**Your task**
Do any lines in the data below contain "view"? If so, copy every one of them.

• • •

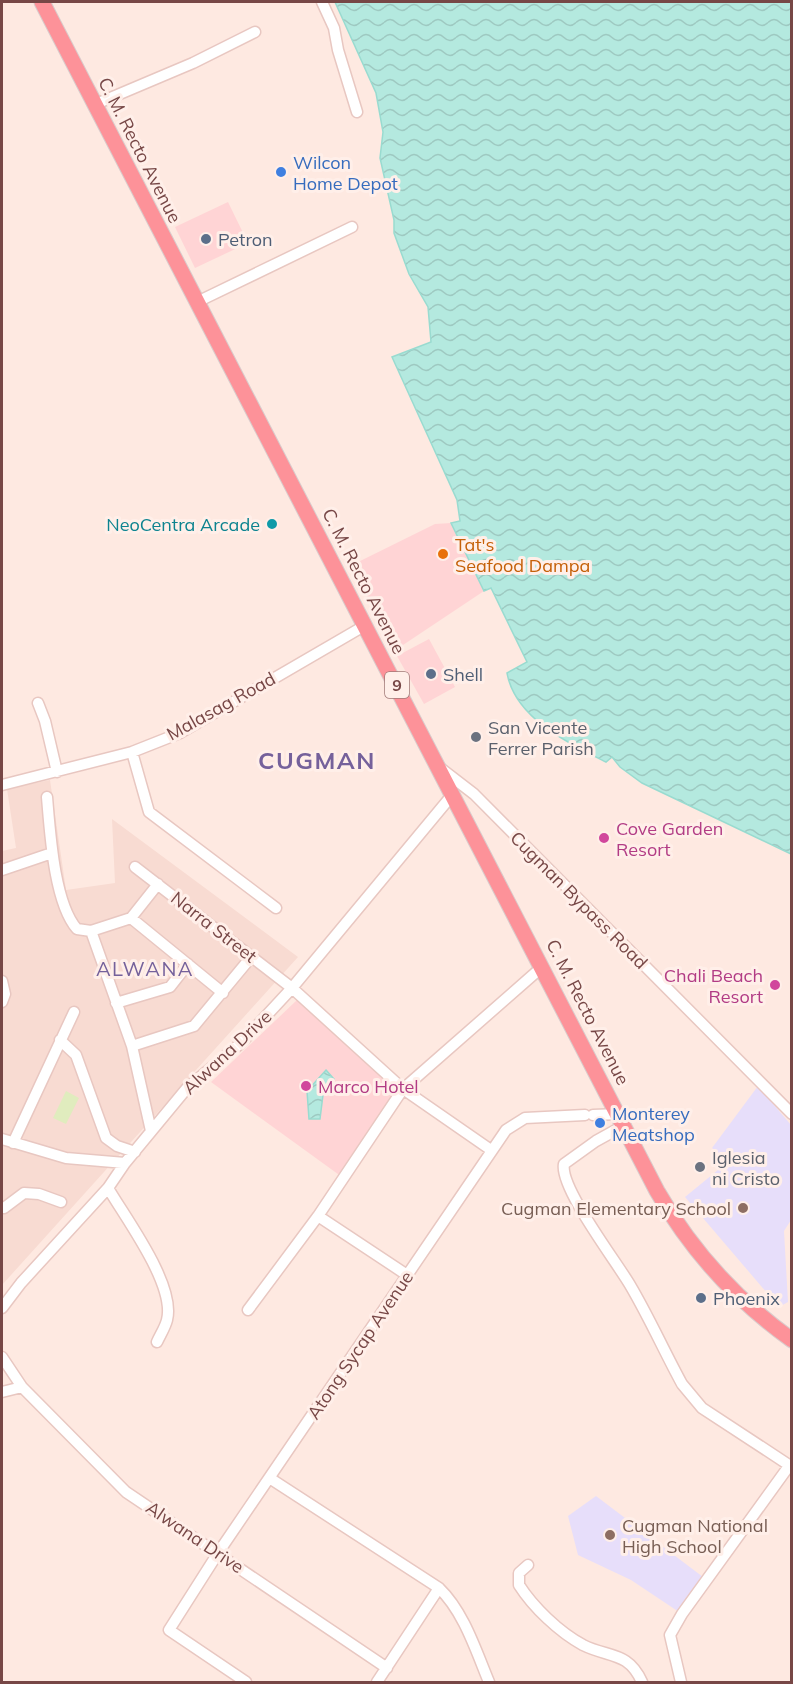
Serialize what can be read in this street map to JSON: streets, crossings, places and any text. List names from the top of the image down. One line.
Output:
{"streets":{"highway":["C. M. Recto Avenue","9"],"street":["Malasag Road","Cugman Bypass Road","Narra Street","Alwana Drive","Atong Sycap Avenue"]},"crossings":[["C. M. Recto Avenue","Malasag Road"],["C. M. Recto Avenue","Cugman Bypass Road"],["C. M. Recto Avenue","Alwana Drive"],["C. M. Recto Avenue","Atong Sycap Avenue"],["Narra Street","Alwana Drive"],["Narra Street","Atong Sycap Avenue"],["Alwana Drive","Atong Sycap Avenue"]],"districts":["CUGMAN","ALWANA"],"places":["Wilcon Home Depot","Petron","NeoCentra Arcade","Tat's Seafood Dampa","Shell","San Vicente Ferrer Parish","Cove Garden Resort","Chali Beach Resort","Marco Hotel","Monterey Meatshop","Iglesia ni Cristo","Cugman Elementary School","Phoenix","Cugman National High School"]}
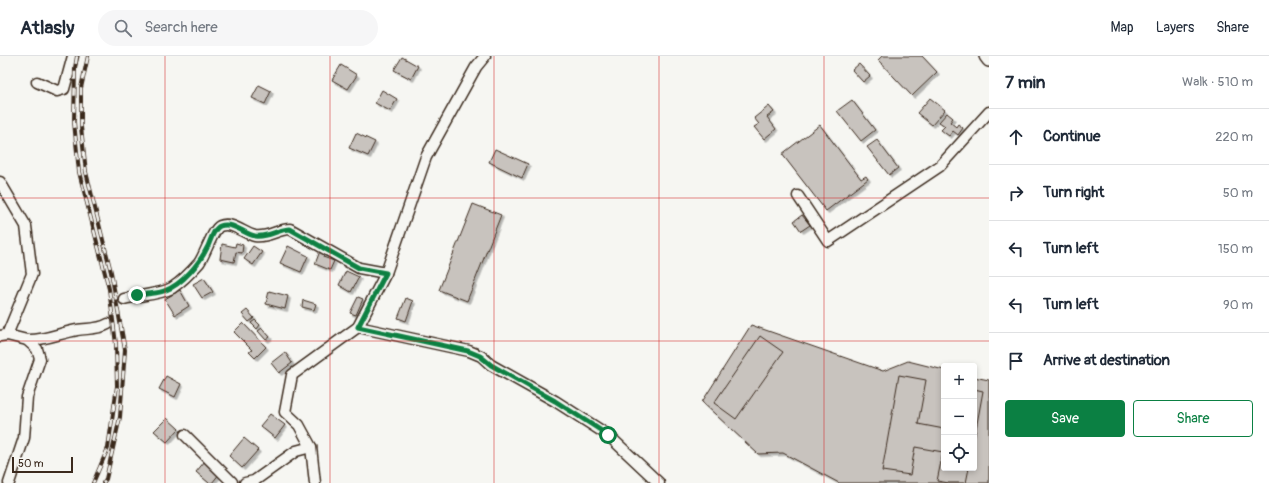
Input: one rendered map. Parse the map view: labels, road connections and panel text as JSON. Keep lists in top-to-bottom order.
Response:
{
  "scale_bar": "50 m",
  "page": {
    "header": "Atlasly",
    "search": "Search here",
    "nav": ["Map", "Layers", "Share"],
    "heading": ["7 min", "Walk · 510 m"],
    "list": [
      ["Continue", "220 m"],
      ["Turn right", "50 m"],
      ["Turn left", "150 m"],
      ["Turn left", "90 m"],
      "Arrive at destination"
    ],
    "map_buttons": ["+", "−"],
    "buttons": ["Save", "Share"],
    "scale": "50 m"
  }
}
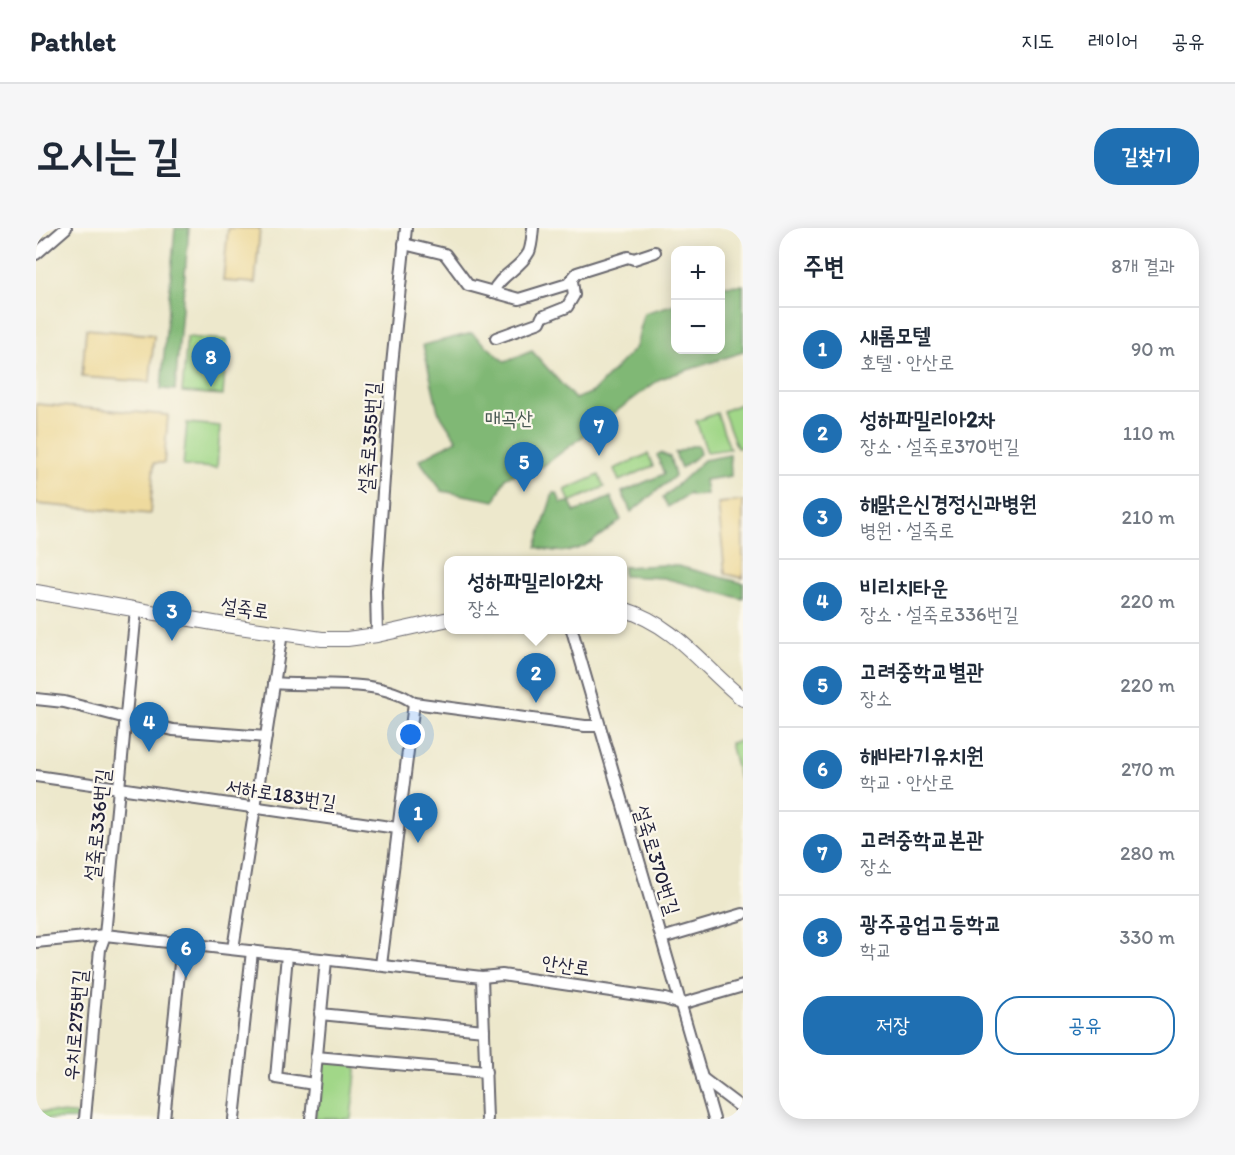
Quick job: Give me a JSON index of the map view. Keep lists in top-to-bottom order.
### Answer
{
  "streets": {
    "main road": ["설죽로"],
    "street": [
      "설죽로355번길",
      "서하로183번길",
      "설죽로336번길",
      "설죽로370번길",
      "안산로",
      "우치로275번길"
    ]
  },
  "crossings": [
    ["설죽로355번길", "설죽로"],
    ["설죽로", "설죽로336번길"],
    ["서하로183번길", "설죽로336번길"],
    ["설죽로336번길", "안산로"],
    ["설죽로336번길", "우치로275번길"],
    ["설죽로370번길", "안산로"],
    ["안산로", "우치로275번길"]
  ],
  "parks": ["매곡산"],
  "page": {
    "header": "Pathlet",
    "nav": ["지도", "레이어", "공유"],
    "buttons": [
      "길찾기",
      ["저장", "공유"]
    ],
    "title": "오시는 길",
    "heading": ["주변", "8개 결과"],
    "map_buttons": ["+", "−"],
    "list": [
      {
        "mark": "1",
        "name": "새롬모텔",
        "note": "호텔 · 안산로",
        "value": "90 m"
      },
      {
        "mark": "2",
        "name": "성하파밀리아2차",
        "note": "장소 · 설죽로370번길",
        "value": "110 m"
      },
      {
        "mark": "3",
        "name": "해맑은신경정신과병원",
        "note": "병원 · 설죽로",
        "value": "210 m"
      },
      {
        "mark": "4",
        "name": "비리치타운",
        "note": "장소 · 설죽로336번길",
        "value": "220 m"
      },
      {
        "mark": "5",
        "name": "고려중학교별관",
        "note": "장소",
        "value": "220 m"
      },
      {
        "mark": "6",
        "name": "해바라기유치원",
        "note": "학교 · 안산로",
        "value": "270 m"
      },
      {
        "mark": "7",
        "name": "고려중학교본관",
        "note": "장소",
        "value": "280 m"
      },
      {
        "mark": "8",
        "name": "광주공업고등학교",
        "note": "학교",
        "value": "330 m"
      }
    ],
    "pins": [
      "8",
      "7",
      "5",
      "3",
      "2",
      "4",
      "1",
      "6"
    ],
    "popup": ["성하파밀리아2차", "장소"]
  }
}
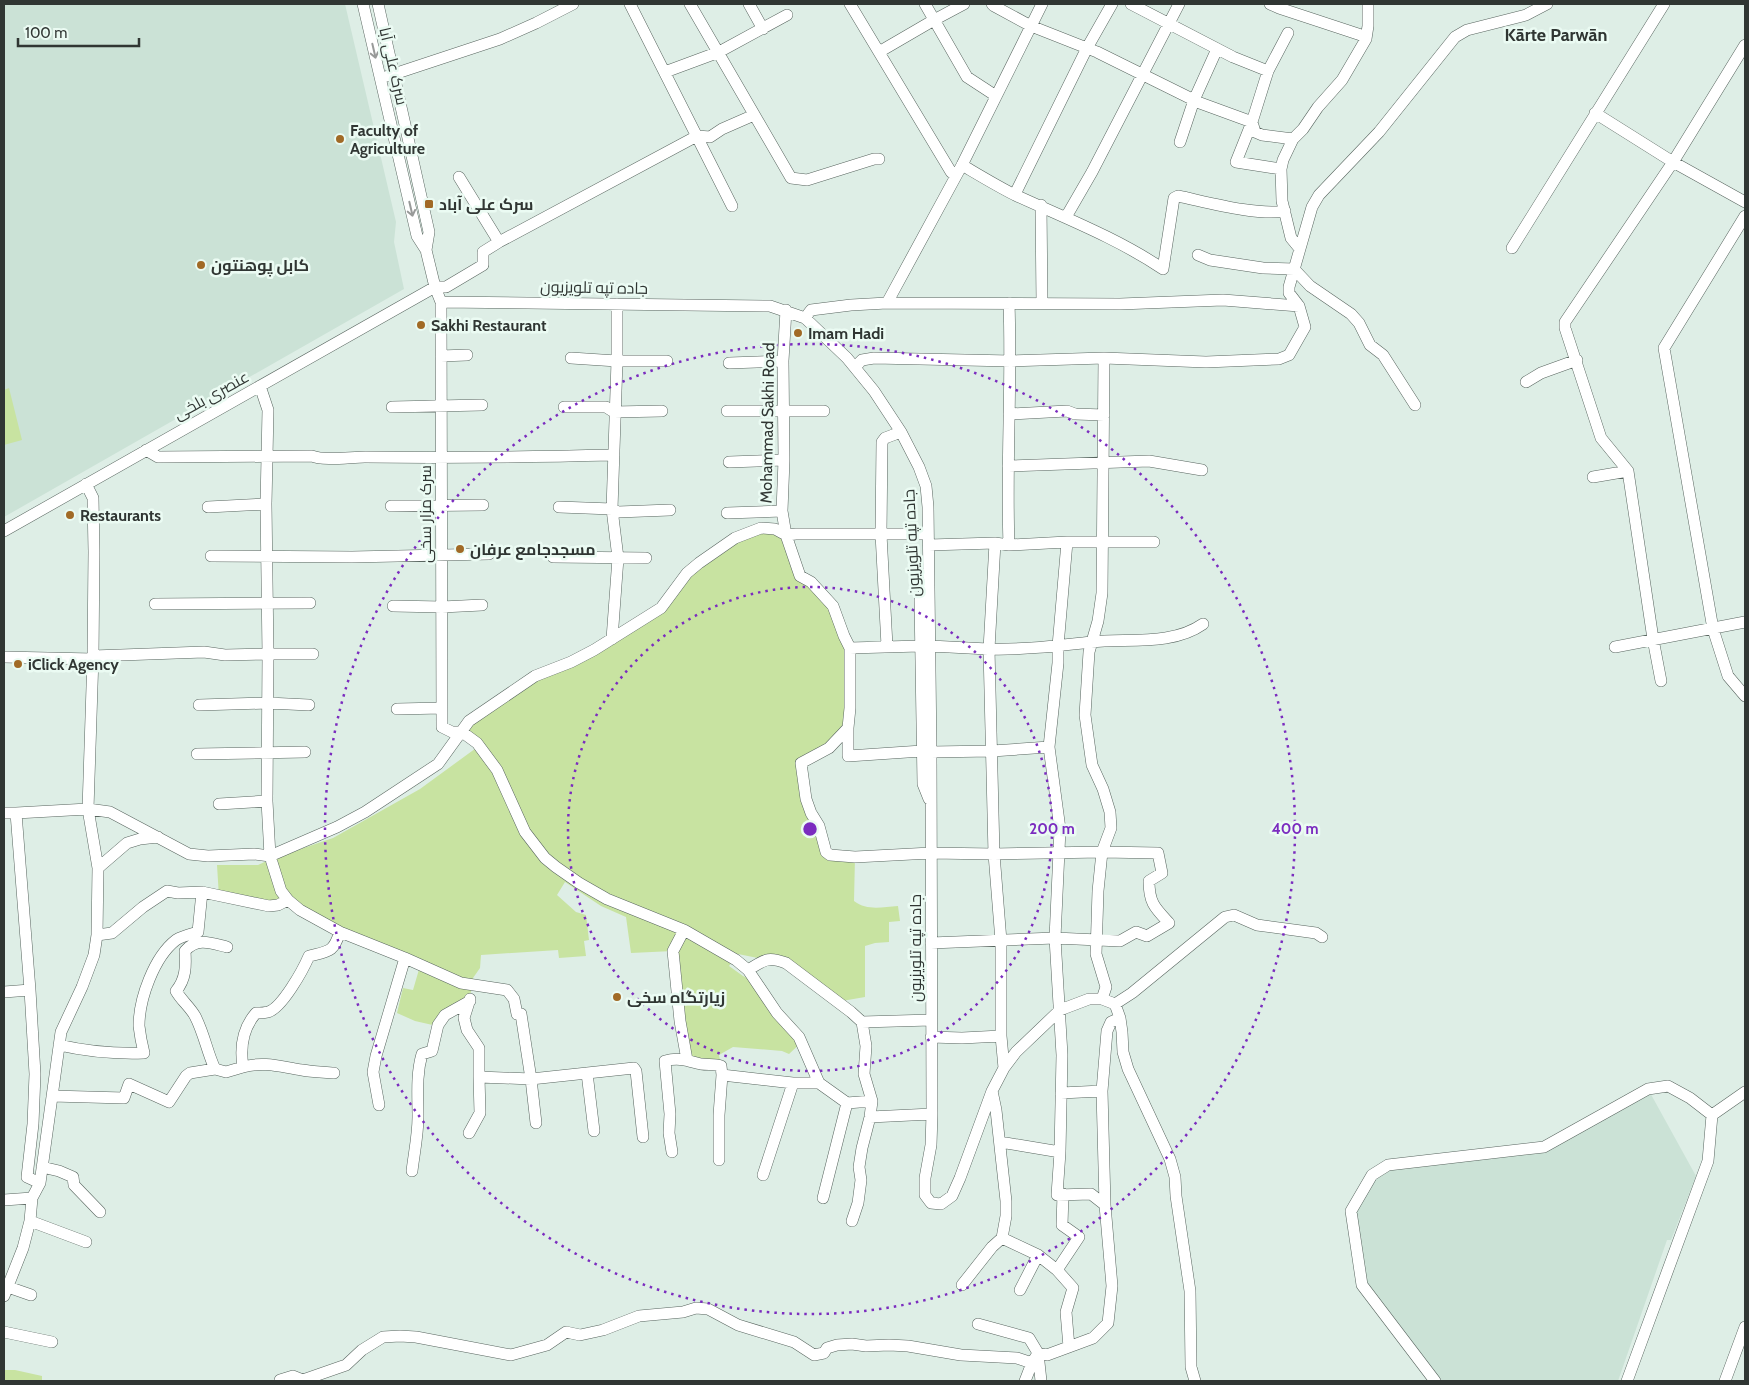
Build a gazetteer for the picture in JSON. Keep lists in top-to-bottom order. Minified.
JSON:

• • •

**Output of the task**
Input: one rendered map. Parse the map view: labels, road connections and panel text as JSON. Keep lists in top-to-bottom order.
Quick job: Give me a JSON index of the map view. Keep lists in top-to-bottom order.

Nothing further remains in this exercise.